Items listed in a dataset:
___
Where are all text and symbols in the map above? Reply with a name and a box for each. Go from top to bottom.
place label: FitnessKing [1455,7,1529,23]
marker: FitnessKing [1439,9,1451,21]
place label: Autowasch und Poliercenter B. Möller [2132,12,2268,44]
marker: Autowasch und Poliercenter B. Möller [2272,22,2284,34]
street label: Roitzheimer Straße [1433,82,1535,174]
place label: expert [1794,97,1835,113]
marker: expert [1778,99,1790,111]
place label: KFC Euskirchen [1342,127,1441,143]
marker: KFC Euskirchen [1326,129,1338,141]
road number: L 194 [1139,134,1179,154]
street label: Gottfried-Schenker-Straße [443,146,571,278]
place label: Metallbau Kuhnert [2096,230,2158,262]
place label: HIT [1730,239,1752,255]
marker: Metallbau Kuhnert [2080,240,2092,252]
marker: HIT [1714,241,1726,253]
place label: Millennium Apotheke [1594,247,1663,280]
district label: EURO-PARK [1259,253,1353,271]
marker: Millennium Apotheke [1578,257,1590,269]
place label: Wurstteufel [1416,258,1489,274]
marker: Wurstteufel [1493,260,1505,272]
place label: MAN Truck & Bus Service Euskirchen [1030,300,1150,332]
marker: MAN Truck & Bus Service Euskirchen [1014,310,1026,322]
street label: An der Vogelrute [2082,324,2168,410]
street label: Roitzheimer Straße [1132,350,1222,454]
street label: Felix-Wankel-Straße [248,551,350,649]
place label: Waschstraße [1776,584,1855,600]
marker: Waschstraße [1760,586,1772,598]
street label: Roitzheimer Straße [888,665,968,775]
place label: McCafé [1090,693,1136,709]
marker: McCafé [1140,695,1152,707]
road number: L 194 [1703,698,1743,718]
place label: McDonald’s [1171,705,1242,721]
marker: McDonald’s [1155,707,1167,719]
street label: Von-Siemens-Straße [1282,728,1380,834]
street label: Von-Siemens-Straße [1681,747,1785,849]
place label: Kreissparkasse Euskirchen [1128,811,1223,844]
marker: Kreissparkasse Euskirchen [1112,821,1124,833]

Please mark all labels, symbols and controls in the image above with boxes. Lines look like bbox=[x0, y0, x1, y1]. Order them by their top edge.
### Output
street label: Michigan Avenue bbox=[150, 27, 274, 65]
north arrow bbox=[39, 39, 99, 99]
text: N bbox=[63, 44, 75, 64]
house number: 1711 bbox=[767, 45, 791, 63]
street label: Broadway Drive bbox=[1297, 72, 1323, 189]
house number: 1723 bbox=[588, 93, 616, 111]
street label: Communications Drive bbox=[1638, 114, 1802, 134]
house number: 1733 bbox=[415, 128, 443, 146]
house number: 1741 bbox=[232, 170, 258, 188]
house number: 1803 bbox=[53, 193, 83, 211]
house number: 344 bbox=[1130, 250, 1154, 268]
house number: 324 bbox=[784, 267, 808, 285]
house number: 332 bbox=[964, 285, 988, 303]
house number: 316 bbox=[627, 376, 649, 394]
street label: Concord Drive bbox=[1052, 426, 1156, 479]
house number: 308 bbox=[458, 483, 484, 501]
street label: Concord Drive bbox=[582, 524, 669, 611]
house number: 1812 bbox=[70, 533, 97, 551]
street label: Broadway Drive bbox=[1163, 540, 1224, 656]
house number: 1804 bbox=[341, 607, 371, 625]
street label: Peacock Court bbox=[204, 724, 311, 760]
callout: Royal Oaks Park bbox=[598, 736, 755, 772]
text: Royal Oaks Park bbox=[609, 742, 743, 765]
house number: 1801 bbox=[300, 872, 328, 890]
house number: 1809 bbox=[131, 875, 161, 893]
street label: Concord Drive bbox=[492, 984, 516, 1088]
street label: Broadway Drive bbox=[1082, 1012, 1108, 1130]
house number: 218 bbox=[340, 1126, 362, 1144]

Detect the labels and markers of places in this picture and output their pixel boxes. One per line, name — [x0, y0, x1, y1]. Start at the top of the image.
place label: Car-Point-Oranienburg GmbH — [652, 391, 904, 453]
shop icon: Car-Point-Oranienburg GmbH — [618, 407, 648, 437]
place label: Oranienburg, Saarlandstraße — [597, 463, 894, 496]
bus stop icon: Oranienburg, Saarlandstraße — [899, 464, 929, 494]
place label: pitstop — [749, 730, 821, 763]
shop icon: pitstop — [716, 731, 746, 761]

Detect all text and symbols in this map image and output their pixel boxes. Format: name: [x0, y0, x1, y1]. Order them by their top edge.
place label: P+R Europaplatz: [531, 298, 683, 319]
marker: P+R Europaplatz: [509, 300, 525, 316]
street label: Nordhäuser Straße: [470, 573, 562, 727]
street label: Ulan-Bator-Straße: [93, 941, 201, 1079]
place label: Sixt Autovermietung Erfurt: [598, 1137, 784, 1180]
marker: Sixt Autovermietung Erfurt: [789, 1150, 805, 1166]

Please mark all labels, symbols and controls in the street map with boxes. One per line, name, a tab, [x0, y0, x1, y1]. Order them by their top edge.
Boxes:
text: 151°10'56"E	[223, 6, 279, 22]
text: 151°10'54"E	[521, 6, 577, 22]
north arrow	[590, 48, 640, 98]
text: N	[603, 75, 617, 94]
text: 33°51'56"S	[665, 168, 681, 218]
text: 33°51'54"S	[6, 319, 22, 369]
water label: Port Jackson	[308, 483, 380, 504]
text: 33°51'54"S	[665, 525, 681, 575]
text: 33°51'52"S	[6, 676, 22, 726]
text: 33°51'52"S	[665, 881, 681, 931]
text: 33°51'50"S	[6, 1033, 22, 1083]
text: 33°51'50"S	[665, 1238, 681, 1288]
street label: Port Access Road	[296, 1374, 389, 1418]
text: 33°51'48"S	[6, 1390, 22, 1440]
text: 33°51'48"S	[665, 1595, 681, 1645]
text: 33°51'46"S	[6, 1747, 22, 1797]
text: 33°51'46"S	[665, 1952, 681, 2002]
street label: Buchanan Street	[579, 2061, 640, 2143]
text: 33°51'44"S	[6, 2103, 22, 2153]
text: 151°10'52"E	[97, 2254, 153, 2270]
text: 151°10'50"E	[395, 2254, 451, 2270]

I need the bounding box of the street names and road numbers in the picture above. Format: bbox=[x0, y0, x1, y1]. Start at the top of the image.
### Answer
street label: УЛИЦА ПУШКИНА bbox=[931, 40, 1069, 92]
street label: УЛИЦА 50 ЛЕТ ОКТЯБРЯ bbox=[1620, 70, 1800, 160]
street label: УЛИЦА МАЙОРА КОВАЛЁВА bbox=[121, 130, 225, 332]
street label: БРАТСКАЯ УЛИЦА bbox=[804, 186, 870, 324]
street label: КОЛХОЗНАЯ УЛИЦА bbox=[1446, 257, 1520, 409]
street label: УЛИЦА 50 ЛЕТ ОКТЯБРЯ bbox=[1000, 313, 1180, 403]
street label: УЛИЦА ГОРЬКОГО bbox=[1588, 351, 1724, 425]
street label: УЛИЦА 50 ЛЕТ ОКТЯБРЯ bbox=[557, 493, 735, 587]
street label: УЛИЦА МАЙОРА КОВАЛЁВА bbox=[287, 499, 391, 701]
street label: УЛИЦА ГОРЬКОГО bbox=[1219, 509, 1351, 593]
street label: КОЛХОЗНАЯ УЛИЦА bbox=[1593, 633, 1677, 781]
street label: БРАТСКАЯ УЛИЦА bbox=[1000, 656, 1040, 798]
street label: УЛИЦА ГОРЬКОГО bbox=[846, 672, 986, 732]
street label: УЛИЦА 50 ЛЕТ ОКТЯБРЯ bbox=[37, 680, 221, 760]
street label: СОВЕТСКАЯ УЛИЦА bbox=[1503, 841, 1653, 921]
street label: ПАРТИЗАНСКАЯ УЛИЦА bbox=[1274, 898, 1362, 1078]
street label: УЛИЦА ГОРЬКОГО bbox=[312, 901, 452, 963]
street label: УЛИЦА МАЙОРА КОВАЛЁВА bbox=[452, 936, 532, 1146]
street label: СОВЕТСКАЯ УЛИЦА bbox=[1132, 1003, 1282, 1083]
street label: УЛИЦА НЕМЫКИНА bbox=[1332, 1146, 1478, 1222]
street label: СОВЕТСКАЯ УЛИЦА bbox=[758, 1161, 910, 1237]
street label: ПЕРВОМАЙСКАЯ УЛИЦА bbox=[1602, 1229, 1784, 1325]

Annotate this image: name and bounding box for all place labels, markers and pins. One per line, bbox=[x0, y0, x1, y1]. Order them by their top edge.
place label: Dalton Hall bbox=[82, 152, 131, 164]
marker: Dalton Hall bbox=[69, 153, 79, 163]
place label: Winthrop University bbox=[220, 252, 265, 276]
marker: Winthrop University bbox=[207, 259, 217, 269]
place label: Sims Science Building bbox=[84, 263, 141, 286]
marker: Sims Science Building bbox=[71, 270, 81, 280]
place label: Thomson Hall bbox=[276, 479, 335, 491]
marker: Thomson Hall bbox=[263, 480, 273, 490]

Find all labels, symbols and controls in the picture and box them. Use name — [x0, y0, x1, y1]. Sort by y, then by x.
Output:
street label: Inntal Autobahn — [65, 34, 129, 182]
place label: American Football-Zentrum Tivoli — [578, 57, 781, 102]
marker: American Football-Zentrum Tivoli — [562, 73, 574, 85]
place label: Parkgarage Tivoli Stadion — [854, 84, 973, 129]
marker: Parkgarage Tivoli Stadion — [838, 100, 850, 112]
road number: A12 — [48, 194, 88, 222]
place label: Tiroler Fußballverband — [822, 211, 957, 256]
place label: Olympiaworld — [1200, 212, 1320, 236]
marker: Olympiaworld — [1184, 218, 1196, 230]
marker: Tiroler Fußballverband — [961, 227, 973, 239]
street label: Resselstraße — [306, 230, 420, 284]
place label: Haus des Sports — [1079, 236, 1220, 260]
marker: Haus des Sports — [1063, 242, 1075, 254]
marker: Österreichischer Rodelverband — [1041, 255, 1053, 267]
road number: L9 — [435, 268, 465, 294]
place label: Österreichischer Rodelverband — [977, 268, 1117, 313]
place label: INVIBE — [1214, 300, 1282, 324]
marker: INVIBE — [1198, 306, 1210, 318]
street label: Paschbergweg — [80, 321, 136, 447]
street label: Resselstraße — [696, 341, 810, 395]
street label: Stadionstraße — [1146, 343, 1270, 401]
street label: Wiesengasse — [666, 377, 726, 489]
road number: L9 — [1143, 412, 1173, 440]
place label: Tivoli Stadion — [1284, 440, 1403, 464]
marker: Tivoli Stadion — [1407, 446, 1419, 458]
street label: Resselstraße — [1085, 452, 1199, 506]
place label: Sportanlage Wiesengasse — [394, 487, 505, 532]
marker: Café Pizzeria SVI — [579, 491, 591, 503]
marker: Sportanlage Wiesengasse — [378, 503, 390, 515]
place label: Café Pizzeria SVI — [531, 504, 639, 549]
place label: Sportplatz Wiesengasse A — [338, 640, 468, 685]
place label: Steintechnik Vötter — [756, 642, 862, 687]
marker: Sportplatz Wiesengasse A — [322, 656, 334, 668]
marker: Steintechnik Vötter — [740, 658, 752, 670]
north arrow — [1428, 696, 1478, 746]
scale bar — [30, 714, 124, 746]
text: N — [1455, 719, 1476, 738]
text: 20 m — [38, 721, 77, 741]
___
The answer should be one number, the count of lines above that contain "Europaplatz".

2